* What to do *
Across the records below, report how many lines include the word "fillStyle", stating the number alone.
════════
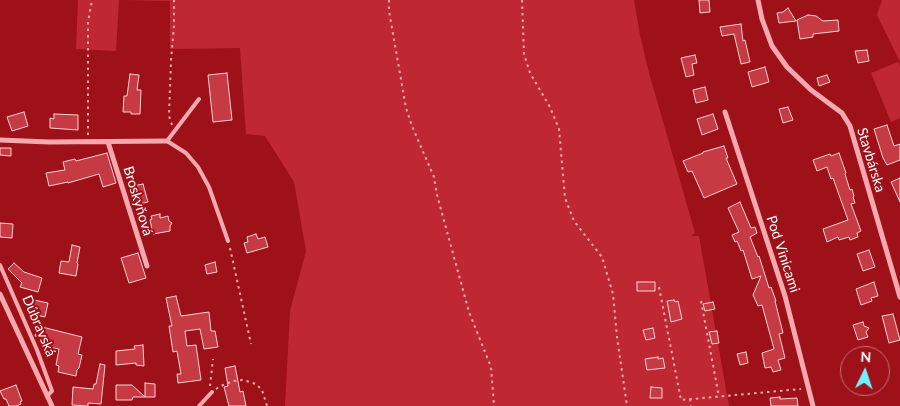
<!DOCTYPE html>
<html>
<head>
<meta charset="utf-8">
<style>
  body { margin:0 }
  #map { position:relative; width:900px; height:406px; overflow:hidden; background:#9f1119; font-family:Lato,sans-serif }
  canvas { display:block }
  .north { position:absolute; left:840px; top:346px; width:50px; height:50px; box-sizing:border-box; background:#9f1119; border:1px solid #c57075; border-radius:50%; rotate:4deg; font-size:14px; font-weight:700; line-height:20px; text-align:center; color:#fff }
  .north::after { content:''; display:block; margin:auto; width:18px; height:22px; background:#6df2ff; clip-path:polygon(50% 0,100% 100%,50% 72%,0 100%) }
</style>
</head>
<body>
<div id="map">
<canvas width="900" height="406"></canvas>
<div class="north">N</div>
</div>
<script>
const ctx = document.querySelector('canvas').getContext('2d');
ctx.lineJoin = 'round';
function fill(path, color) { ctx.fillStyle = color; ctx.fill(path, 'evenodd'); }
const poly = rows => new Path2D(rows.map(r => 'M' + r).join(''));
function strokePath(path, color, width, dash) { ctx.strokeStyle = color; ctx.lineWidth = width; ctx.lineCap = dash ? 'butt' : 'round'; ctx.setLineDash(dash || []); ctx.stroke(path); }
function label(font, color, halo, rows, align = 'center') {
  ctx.font = font + ' Lato,sans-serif'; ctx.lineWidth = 4; ctx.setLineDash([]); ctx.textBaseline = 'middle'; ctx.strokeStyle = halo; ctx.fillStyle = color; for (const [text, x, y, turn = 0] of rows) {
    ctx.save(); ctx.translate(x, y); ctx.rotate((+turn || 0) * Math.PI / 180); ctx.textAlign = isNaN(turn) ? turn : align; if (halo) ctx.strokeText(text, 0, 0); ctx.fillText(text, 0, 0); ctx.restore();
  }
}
fill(poly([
  [78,0,119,0,116,51,76,49],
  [124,0,634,0,640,35,649,73,695,233,691,236,699,236,729,406,285,406,290,311,306,251,294,182,265,136,246,134,240,48,170,49,170,1],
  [882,0,900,0,900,62,877,15],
  [898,62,900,66,900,118,891,122,871,73]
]), '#bf2832');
const building = poly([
  [699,0,709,0,710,12,700,13,699,0],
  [788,8,796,21,779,23,777,13,783,12,788,8],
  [808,15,816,16,823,21,838,20,839,31,813,34,813,37,800,39,797,20,808,15],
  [741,24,743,41,745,40,750,62,741,64,734,34,722,36,720,27,741,24],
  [867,50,869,61,858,63,855,51,867,50],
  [695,55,697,63,692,64,694,75,686,77,681,58,695,55],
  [765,67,769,82,752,87,748,72,765,67],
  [227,73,232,120,213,122,208,75,227,73],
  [130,74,139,75,137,90,141,90,140,114,131,114,131,112,123,112,124,96,127,96,130,74],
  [827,75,830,82,819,86,817,78,827,75],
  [705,87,708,100,696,103,693,90,705,87],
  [788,107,793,120,783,123,779,109,788,107],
  [24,112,28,126,12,131,7,117,24,112],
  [54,114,78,115,78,130,50,128,50,118,54,119,54,114],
  [713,114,718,129,702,135,697,119,713,114],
  [887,125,894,146,900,144,900,160,887,165,883,158,874,129,887,125],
  [724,146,728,158,726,158,737,184,704,198,692,171,688,172,683,161,703,153,703,152,724,146],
  [0,148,11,148,11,156,0,155,0,148],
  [107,153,116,183,103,187,99,174,68,183,68,182,49,186,46,173,65,170,63,162,75,159,76,161,107,153],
  [839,153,846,173,845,174,850,190,852,189,854,196,853,197,855,203,851,204,861,231,857,233,858,237,850,240,849,237,839,240,838,237,827,242,823,229,848,220,833,178,831,179,827,167,817,171,813,160,830,154,831,156,839,153],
  [900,178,900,202,891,182,900,178],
  [143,184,148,202,138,204,133,186,143,184],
  [740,202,751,228,755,227,757,233,750,237,758,257,759,256,769,288,771,287,776,301,775,301,783,333,779,334,785,358,778,360,781,370,773,372,771,367,765,368,762,353,774,349,762,305,758,306,753,295,761,276,752,279,743,250,741,251,737,241,735,242,732,235,739,232,728,208,740,202],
  [160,214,160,218,168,216,169,221,172,223,170,226,170,231,153,234,150,220,152,219,151,216,160,214],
  [0,223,13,224,12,238,0,237,0,223],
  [256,234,258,239,265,237,268,247,247,253,244,243,248,242,247,237,256,234],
  [72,245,80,247,77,263,78,264,76,276,59,273,61,261,69,262,72,245],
  [869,250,875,267,863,271,857,254,869,250],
  [138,253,146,278,129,283,121,258,138,253],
  [215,262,217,272,207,274,205,265,215,262],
  [14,263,24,272,42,278,38,292,20,287,22,283,8,269,14,263],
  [637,282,655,282,655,291,637,291,637,282],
  [874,282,878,296,871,298,872,301,861,305,856,289,874,282],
  [176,296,181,316,209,312,211,331,215,331,218,347,204,349,200,329,185,331,187,346,196,345,201,380,178,383,177,374,181,374,177,351,173,352,169,326,172,326,166,298,176,296],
  [34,300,48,303,45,317,31,314,34,300],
  [674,300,675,302,678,301,682,319,671,322,667,301,674,300],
  [713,302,715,309,705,311,703,304,713,302],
  [893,314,900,340,889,343,882,316,893,314],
  [863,322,864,326,869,328,866,332,868,337,858,340,853,325,863,322],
  [38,326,82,337,78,354,82,355,79,368,77,370,76,376,58,372,59,366,56,365,59,349,43,346,45,338,35,336,38,326],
  [653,328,655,338,646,340,643,330,653,328],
  [717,331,719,343,712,344,709,332,717,331],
  [143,345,144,366,136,365,136,363,116,365,116,351,135,349,134,346,143,345],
  [746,352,748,363,740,365,737,354,746,352],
  [658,357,658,359,663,358,665,368,647,370,645,359,658,357],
  [100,364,105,365,101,404,88,403,88,406,72,405,73,387,93,389,94,384,96,384,100,364],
  [235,366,240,392,243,391,246,406,229,406,224,387,228,386,225,368,235,366],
  [145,383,155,384,155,397,133,397,132,400,116,400,116,385,132,385,145,397,145,383],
  [16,385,22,401,20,402,21,404,16,406,9,406,6,399,4,399,0,391,16,385],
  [651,387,662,388,662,398,650,398,651,387],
  [780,397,780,399,797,398,798,406,771,406,770,398,780,397]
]);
fill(building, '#c63a44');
strokePath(building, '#fed2d5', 1);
strokePath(poly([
  [389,0,389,11,406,108,412,126,434,177,437,195,469,312,491,367,494,406],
  [522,0,524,54,530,73,550,107,559,129,565,198,574,221,602,257,613,294,617,337,627,406],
  [172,125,169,116,171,60,174,26,174,0],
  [88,135,88,22,92,0],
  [230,248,251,344],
  [659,287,681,400,801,389],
  [701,301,719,397],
  [210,386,213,359],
  [216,389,221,386,233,381,243,380,256,384,262,390,267,406],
  [690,399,691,406]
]), '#f5a9ae', 2, [2.5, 4]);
strokePath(poly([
  [199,99,167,141,186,153,198,167,209,187,228,241],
  [0,265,37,350,52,391,47,396],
  [199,406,212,392]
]), '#f5a9ae', 4);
strokePath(poly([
  [758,0,762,19,772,46,787,67,811,90,842,113,850,126,900,297],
  [725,112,785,296,813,406],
  [0,140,49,142,167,141],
  [108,142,147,266],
  [0,294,52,406]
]), '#f5a9ae', 5);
label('14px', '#fff', '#9f1119', [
  ["Stavbárska",871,160,73],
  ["Broskyňová",138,201,73],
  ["Pod Vinicami",783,254,72],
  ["Dúbravská",39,326,67]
]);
</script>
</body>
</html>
════════
* Finished exercise *
2